"""

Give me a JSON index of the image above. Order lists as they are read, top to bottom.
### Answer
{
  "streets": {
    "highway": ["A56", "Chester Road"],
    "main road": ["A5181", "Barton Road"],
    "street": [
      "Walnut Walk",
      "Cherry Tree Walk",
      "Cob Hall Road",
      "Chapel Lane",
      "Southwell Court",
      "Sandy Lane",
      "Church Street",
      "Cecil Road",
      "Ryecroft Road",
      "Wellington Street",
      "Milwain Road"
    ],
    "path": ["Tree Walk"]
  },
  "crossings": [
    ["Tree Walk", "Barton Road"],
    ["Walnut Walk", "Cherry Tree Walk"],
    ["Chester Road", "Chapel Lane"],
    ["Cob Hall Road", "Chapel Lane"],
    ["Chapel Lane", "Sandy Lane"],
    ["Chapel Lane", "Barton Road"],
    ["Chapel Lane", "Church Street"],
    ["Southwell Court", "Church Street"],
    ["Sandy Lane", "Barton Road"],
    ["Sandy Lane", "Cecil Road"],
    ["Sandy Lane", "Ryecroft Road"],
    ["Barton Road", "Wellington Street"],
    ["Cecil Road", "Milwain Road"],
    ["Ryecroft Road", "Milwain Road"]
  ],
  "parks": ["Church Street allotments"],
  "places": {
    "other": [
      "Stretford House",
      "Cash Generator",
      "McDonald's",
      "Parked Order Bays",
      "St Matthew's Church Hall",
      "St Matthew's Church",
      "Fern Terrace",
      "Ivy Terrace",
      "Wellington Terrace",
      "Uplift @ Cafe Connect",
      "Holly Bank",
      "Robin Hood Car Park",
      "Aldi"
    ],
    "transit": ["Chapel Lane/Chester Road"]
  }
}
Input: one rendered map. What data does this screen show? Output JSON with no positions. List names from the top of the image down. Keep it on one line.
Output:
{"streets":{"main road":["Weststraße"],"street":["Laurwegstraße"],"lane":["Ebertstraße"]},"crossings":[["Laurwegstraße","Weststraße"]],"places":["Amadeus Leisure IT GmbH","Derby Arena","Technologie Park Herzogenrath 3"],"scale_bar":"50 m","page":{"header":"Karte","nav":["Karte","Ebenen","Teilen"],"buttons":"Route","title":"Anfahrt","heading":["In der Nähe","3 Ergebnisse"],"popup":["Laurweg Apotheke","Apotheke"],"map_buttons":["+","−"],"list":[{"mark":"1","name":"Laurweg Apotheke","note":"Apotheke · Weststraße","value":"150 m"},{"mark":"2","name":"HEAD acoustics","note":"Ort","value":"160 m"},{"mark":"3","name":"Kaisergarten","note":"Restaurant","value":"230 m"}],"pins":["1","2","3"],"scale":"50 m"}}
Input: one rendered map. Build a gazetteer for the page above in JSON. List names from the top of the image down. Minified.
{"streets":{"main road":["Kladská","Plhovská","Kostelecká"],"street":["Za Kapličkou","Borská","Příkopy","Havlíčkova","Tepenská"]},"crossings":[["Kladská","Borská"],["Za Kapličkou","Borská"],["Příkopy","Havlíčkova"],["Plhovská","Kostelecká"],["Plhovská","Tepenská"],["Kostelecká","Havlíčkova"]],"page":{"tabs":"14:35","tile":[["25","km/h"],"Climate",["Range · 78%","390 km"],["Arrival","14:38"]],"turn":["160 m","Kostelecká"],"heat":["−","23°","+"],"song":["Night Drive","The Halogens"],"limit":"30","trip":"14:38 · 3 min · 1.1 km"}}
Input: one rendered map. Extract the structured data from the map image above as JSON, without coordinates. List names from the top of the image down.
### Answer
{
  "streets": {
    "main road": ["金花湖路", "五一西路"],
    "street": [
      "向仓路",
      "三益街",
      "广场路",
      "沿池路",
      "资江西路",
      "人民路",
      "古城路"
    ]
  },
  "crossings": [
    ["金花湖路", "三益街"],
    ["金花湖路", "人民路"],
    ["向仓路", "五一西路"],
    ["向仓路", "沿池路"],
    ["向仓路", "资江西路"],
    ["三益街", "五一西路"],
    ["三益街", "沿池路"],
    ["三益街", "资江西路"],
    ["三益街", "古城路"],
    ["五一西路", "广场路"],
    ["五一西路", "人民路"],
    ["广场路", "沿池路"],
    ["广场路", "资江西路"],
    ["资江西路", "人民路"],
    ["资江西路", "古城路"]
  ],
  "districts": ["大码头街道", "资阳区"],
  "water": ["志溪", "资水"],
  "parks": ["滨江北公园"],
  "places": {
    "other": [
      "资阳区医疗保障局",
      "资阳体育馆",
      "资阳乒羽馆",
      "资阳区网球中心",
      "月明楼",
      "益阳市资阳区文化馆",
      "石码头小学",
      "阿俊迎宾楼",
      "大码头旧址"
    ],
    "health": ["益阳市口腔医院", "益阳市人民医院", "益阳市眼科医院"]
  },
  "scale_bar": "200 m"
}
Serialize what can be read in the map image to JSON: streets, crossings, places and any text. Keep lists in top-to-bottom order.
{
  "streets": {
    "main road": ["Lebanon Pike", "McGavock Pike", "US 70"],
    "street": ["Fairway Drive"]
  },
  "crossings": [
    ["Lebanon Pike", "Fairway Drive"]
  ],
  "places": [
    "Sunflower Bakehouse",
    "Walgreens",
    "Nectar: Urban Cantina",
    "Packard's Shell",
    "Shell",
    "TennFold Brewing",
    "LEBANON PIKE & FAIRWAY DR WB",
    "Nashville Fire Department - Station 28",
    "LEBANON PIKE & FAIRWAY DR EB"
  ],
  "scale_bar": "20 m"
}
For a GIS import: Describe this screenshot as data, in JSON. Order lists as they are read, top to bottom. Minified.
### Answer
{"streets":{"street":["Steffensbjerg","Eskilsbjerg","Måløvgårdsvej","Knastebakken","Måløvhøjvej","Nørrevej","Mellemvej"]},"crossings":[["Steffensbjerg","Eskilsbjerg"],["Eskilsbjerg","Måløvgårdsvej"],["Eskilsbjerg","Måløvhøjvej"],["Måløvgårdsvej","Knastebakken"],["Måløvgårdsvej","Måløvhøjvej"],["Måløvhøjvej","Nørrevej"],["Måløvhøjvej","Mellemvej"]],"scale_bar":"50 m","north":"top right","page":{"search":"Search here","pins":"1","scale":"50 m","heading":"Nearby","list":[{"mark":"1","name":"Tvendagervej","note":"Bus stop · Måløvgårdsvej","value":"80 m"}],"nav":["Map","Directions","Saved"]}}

"""

Task:
All lines above from the line with "Serialize what can" through the line with "For a GIS import: Describe", both included, are to be set down exactly, with nothing else.

Your solution:
Serialize what can be read in the map image to JSON: streets, crossings, places and any text. Keep lists in top-to-bottom order.
{
  "streets": {
    "main road": ["Lebanon Pike", "McGavock Pike", "US 70"],
    "street": ["Fairway Drive"]
  },
  "crossings": [
    ["Lebanon Pike", "Fairway Drive"]
  ],
  "places": [
    "Sunflower Bakehouse",
    "Walgreens",
    "Nectar: Urban Cantina",
    "Packard's Shell",
    "Shell",
    "TennFold Brewing",
    "LEBANON PIKE & FAIRWAY DR WB",
    "Nashville Fire Department - Station 28",
    "LEBANON PIKE & FAIRWAY DR EB"
  ],
  "scale_bar": "20 m"
}
For a GIS import: Describe this screenshot as data, in JSON. Order lists as they are read, top to bottom. Minified.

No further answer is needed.